Fig. 7: Time series for the Europe-aggregated demand, generation and storage technologies dispatch for the Early and Steady path in 2050.
figure 7

The bottom figures depicts the system operation throughout one of the most critical weeks of the year (comprising high heating demand, low wind and solar generation). Hydrogen storage discharges and fuel cells help to cover the electricity deficit, hot water pits in district heating systems discharge stored thermal energy to supply heat demand.

IAMs and partial equilibrium models with similar spatial resolution have also been used to investigate the sector-coupled decarbonisation of Europe1,10,46. However, those models typically use a much lower time resolution, e.g., using a few time slices to represent a full year29,46,47,48,49 or considering the residual load duration curve10,50, and some IAMs assume very high integration costs for renewables51. The hourly and non-interrupted time stepping in our model reveals several effects that are critical to the operation of highly renewable systems. First, solar and wind power generation is variable but correlated. The grid can effectively contribute to its smoothing by regional integration and storage technologies with different dispatch frequencies required to balance solar and wind fluctuations, Fig. 7. Second, long-term storage plays a key role in balancing seasonal variation and ease the system operation during cold spells, i.e., a cold week with low wind and solar generation21.

Results robust under different scenarios

In Nordic countries, district heating (DH) has proven to be useful to decarbonise the heating sector, Supplementary Fig. 2. It allows lower cost large-scale technologies such as heat pumps and CHP units, enables a faster conversion because it is easier to substitute one central heating unit than a myriad of individual domestic systems, and facilitates long-term thermal energy storage, via cheap large water pits, Fig. 7, that help to balance the large seasonal variation of heating demand, Supplementary Fig. 24. So far, we have assumed that DH penetration remains constant at 2015 values. When DH is assumed to expand linearly so that in 2050 it supplies the entire urban heating demand in every country, cumulative system cost for the Early and Steady path reduces by 2.4%. This roughly offsets the cost of extending and maintaining the DH networks and avoids the additional expansion of gas distribution networks, Supplementary Note 4.5.

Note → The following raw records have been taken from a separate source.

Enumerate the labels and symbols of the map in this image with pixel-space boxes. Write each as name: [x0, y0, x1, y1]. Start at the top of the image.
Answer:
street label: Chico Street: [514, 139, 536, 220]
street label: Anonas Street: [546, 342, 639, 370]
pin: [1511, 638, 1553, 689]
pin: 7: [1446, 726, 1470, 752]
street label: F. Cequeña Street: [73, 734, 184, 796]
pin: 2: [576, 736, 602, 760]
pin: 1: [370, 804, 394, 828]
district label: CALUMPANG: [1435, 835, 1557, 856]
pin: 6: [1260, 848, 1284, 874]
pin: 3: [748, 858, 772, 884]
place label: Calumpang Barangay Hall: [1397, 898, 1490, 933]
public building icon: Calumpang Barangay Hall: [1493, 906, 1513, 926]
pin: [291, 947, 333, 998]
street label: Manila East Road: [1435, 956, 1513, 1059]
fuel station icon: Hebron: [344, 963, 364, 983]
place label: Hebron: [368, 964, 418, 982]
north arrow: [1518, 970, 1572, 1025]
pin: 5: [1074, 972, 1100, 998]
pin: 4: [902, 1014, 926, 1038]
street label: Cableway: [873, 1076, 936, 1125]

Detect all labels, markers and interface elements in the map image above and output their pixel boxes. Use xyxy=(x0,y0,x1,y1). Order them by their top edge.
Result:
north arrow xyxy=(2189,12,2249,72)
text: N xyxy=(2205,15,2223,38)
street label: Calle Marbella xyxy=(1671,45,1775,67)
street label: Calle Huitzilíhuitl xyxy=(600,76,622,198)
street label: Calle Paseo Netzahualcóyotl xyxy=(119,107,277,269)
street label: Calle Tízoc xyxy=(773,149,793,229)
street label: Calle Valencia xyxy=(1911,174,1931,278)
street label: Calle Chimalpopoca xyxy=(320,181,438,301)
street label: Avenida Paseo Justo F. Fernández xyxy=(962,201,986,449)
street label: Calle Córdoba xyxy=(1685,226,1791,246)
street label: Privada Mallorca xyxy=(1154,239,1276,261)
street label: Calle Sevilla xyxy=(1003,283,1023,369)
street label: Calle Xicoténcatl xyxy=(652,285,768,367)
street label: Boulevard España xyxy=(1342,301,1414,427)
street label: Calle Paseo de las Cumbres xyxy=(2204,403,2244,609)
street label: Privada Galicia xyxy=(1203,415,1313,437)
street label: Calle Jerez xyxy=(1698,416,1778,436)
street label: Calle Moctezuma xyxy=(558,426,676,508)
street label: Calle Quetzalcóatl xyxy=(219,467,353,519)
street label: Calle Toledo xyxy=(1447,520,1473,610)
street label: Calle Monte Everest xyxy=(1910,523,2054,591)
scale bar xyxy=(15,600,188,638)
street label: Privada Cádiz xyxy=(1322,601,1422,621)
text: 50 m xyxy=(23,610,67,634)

We now look at the impact of efficiency measurements by modifying the constant heat demand assumption. When a 2% reduction of space heating demand per year is assumed due to renovations of the building stock, while demand for hot water is kept constant and rebound effects are neglected, cumulative system cost decreases by 11.3%, significantly offsetting costs of renovations, Supplementary Note 4.6.

When the model is allowed to optimise transmission capacities after 2030, together with the generation and storage assets, the optimal configuration at the end of the paths includes a transmission volume approximately three times higher than that of 2030. The reinforced interconnections contribute to the spatial smoothing of wind fluctuations, increasing the optimal onshore and offshore wind capacities at the end of the path. The required energy capacity for hydrogen storage is reduced due to the contribution of interconnections to balancing wind generation. Although the cumulative system cost is 1.3% lower, it is unclear to what extent it compensates the social acceptance issues associated with extending transmission capacities.

Neither of the paths installs new nuclear capacity. This technology is only part of the optimal system in 2050 when nuclear costs are lower by 15% compared to the reference cost and no transmission capacity expansion is allowed. In all the previous scenarios, the difference in cumulative system cost for the Early and Steady and the Late and Rapid path is roughly the same, Table 1.

Table 1 Cumulative system costs (B€) for additional analyses.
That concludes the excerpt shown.